> **What you should do**
Only the number is needed: count the lines below that hold the string "center".
Extracted information section start
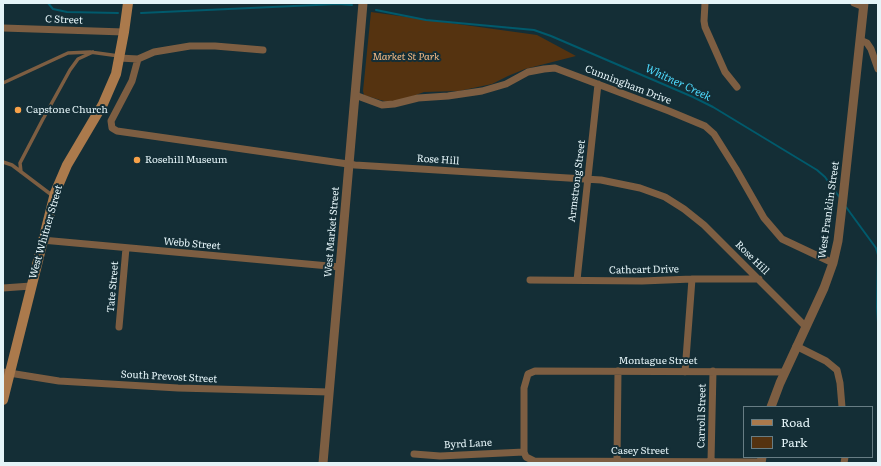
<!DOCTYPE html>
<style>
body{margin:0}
#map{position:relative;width:881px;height:466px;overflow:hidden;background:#142e36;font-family:Literata,serif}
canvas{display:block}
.frame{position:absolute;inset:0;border:4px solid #e4f4f8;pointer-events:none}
.legend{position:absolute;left:743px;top:406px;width:130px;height:52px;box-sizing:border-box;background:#142e36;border:1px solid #677d84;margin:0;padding:5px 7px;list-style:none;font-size:12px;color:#e4f4f8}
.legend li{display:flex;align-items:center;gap:8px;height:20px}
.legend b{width:20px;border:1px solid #677d84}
</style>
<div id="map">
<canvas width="881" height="466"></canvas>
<div class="frame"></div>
<ul class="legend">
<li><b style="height:5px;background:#ab7a4c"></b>Road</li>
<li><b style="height:11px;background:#553310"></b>Park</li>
</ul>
</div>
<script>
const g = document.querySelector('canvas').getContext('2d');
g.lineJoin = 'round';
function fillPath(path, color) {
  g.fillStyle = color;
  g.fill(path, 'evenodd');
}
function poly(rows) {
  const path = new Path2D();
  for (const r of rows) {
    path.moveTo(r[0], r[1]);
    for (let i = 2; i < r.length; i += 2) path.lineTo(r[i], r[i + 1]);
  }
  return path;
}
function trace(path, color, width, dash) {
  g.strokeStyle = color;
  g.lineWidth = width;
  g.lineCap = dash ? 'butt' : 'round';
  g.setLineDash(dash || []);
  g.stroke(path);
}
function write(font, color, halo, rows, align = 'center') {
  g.font = font + ' Literata,serif';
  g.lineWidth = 4;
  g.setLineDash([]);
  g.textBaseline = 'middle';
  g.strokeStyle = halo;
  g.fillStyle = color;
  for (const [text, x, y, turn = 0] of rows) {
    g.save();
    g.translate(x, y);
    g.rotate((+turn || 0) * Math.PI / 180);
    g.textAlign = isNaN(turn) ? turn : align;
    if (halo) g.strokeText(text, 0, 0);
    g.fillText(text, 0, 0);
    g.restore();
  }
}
fillPath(poly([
 [371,12,537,35,576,56,525,69,508,76,492,84,459,91,424,92,402,100,388,102,380,100,364,95,363,91]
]), '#553310');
trace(poly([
 [48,3,53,9,67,12,118,13],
 [376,10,426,20,534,30,551,36,693,97,713,107,817,170,825,177,840,198],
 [141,13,338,4,352,5],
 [846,207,876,248,878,255,877,307,878,323]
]), '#015a6c', 2);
trace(poly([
 [3,83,68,53,90,52,119,56],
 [3,162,12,165,53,196],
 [21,172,20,163,43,119,70,70,78,59,93,52]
]), '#7d5e42', 3.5);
trace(poly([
 [705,3,704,21,705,27,725,72,737,87],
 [854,3,864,7],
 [3,28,124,32],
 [860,40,867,43,871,49,878,69],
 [119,58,138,59,132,81,111,121,112,128,117,131,355,165,601,180,640,188,665,197,684,209,704,225,806,327],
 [138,59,154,52,190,46,215,46,263,50],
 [355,95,382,105,394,104,418,98,448,96,482,91,506,84,528,72,544,69,555,68,669,111,705,126,714,134,736,169,764,218,782,239,833,263],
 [42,240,340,267],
 [530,280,642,281,692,279,759,279],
 [577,280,598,84],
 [3,288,31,286],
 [119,327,126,248],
 [796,346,826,361,837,370,840,383,842,407],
 [3,372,59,381,178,388,329,392],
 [685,372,692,279],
 [414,454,440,456,524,452],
 [617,461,618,371],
 [711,461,713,371],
 [761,462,534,461,526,457,524,452,524,388,528,374,535,371,784,372],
 [844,463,845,457]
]), '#7d5e42', 7);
trace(poly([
 [771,407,780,383,824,288,833,263,838,241,843,198,864,3],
 [323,463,363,3],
 [761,463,762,457]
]), '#7d5e42', 9);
trace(poly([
 [3,400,55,193,67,165,103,104,116,74,124,32,128,3]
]), '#ab7a4c', 10);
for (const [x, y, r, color] of [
 [18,110,4,"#f7a149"],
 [137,160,4,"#f7a149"]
]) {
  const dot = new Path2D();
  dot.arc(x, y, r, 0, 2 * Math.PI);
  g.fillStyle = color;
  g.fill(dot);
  trace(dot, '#142e36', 1.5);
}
write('10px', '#e4f4f8', '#142e36', [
 ["C Street",64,20,2],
 ["Cunningham Drive",628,85,21],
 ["Rose Hill",438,160,4],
 ["Armstrong Street",577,181,-83],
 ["West Franklin Street",829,210,-82],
 ["West Whitner Street",46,232,-74],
 ["West Market Street",332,232,-85],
 ["Webb Street",192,244,5],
 ["Rose Hill",752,258,45],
 ["Cathcart Drive",644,270,-1],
 ["Tate Street",113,287,-85],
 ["Montague Street",658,361],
 ["South Prevost Street",169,377,3],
 ["Carroll Street",702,416,-89],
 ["Byrd Lane",468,444,-3],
 ["Casey Street",640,451]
]);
write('italic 10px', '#f6bd88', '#142e36', [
 ["Market St Park",406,57]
]);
write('10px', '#e4f4f8', '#142e36', [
 ["Capstone Church",26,110],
 ["Rosehill Museum",145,160]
], 'left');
write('italic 11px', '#4dd8fb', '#142e36', [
 ["Whitner Creek",678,83,25]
]);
</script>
Extracted information section end
> **Response below**
2